Googeln wie ein Profi – Was man dabei unbedingt wissen muss!

Die Suchmaschine ist aus heutiger Sicht nicht mehr aus unserem Alltag wegzudenken. Derzeit sind 60 Billionen Websites auf Google gelistet. Was früher entweder erlernt, nachgelesen oder mühsam erfragt werden musste, wird heute in wenigen Schritten mit dem Smartphone oder dem Computer recherchiert.

Es gibt praktisch nichts, worauf Google keine Antwort parat hat. Das macht es leicht, sich Know-how anzueignen und sich weiterzubilden – ohne dafür einen teuren Kurs buchen zu müssen oder mit Menschen zu interagieren.

Schlau per Klick, Tipp oder Sprachbefehl

Bereits in der Schule oder in weiterer Folge an der Universität erweist sich Google als die Quelle aller guten Referate, Präsentationen oder Arbeiten. Als Suchmaschine hat sich das Unternehmen also etabliert wie kein anderes und steht ohne ernst zu nehmende Konkurrenz auf Platz 1. Das liegt unter anderem auch an den gut ausgebauten und sehr breit gefächerten Zusatzangeboten wie Gmail, News oder Maps.

Ob mobil oder am Desktop – Fehler oder Probleme treten so gut wie nie auf. Mittlerweile funktioniert die App mobil sogar mit Spracherkennung; tippen wird somit überflüssig. Okay, Google! Doch es gibt noch einige andere Funktionen, von denen ihr bisher vielleicht noch nicht gehört habt:

Die umgekehrte Bildersuche

Wusstet ihr, dass es möglich ist, auf Google nach einem bestimmten Bild zu suchen, indem man es vom PC aus in die Suchleiste zieht? Daraufhin werden ähnliche Bilder sowie Websites, auf denen das Bild in verschiedenen Größen vertreten ist, angezeigt. Wenn man zum Beispiel ein Bild zuvor in der falschen Größe abgespeichert hat, ist das die einfachste Variante, es so schnell wie möglich und ohne lange danach suchen zu müssen wiederzufinden

Die Suche mit Operatoren

Weitere Hilfsmittel bei der Suche mit Google sind Operatoren. Durch die Eingabe bestimmter Worte findet man zum Beispiel nur Suchergebnisse einer Kategorie.
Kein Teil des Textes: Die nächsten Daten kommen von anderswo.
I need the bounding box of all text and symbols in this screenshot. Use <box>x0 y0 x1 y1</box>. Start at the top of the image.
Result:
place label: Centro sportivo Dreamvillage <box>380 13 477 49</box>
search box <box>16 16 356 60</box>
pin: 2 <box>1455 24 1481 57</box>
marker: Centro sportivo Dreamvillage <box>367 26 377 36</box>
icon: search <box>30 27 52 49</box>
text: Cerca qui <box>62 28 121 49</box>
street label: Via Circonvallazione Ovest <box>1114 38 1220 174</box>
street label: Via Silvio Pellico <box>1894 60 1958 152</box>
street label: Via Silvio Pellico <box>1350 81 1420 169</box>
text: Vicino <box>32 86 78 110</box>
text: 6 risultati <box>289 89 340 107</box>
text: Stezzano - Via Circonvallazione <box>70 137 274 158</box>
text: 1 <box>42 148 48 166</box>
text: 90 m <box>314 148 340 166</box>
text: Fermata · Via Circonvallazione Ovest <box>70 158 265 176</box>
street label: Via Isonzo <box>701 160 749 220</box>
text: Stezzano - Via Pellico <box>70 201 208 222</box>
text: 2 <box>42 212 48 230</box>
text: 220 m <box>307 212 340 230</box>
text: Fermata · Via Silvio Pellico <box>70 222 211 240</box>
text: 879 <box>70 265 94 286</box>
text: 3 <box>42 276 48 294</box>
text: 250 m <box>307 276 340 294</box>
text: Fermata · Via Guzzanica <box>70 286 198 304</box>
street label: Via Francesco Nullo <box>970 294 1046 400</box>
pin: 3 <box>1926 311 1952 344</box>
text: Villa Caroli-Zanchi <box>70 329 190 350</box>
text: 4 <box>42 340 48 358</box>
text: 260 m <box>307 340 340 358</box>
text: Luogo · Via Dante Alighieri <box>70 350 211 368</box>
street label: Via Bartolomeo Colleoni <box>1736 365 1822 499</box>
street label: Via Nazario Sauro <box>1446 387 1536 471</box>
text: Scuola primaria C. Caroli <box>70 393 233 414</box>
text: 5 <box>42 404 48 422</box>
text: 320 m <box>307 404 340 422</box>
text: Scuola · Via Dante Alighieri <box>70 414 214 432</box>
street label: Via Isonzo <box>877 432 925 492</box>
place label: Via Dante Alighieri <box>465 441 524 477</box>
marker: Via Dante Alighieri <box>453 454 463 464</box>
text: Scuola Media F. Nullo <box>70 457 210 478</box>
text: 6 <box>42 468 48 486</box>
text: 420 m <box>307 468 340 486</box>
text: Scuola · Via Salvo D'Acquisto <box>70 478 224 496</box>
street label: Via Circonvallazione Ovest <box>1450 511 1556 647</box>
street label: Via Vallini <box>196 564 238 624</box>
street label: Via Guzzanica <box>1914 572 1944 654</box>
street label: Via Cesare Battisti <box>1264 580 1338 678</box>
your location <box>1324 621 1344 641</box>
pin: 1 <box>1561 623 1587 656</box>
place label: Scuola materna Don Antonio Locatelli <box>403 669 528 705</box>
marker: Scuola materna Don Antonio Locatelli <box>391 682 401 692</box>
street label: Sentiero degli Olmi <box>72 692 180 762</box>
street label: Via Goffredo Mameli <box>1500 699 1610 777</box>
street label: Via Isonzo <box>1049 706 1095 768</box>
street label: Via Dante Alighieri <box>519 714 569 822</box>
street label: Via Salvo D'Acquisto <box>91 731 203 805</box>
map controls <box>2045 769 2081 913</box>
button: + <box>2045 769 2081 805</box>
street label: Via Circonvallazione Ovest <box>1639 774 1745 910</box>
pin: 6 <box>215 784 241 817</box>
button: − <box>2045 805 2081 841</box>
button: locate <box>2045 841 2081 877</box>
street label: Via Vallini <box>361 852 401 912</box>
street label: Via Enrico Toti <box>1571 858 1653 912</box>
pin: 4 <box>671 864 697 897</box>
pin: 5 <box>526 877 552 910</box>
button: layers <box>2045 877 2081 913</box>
Gibt man also „site:news.de Apfel“ ein, erscheinen alle Ergebnisse der Seite News zum Thema Apfel. Aber auch ohne Website-Namen funktioniert der „site:“-Befehl einwandfrei. In diesem Fall werden alle Ergebnisse jeglicher Websites ausgespielt.

Sucht man speziell nur nach PDF-Dateien, findet man diese mit dem Begriff „filetype:pdf“. Mit „define:“ findet Google die Definition des Suchbegriffs, z. B. „define:Schule“.

Easy wie noch nie

Googeln kann jedes Kind – um richtig zu googeln, braucht man manchmal etwas Know-how. Um zu erfahren, wie spät es in einem anderen Land gerade ist, muss man beispielsweise nicht nach einem Zeitzonenrechner suchen, sondern kann ganz einfach nach time und dem jeweiligen Land fragen.

Möchte man die Filmografie einer Person durchstöbern, erscheint nach Eingabe des Namens der Person und „Filme“ eine Slideshow mit allen Filmen, in denen die Person zu sehen ist.

Google Ostereier

Auch für Spaßvögel hat Google etwas parat: Ostereier – sogenannte Eastereggs – werden regelmäßig versteckt, um den Alltag etwas aufzupeppen. Probiert mal „do a barrel roll“, „askew“ oder „blink html“ zu googeln und lasst euch überraschen!

Wenn man „zerg rush“ eingibt, öffnet sich ein Spiel, bei dem viele kleine Os aufpoppen, die versuchen, Suchergebnisse zu fressen. Indem man die Os mit der Maus anklickt, kann man probieren, sie dabei zu stoppen. So macht der Büroalltag gleich viel mehr Spaß!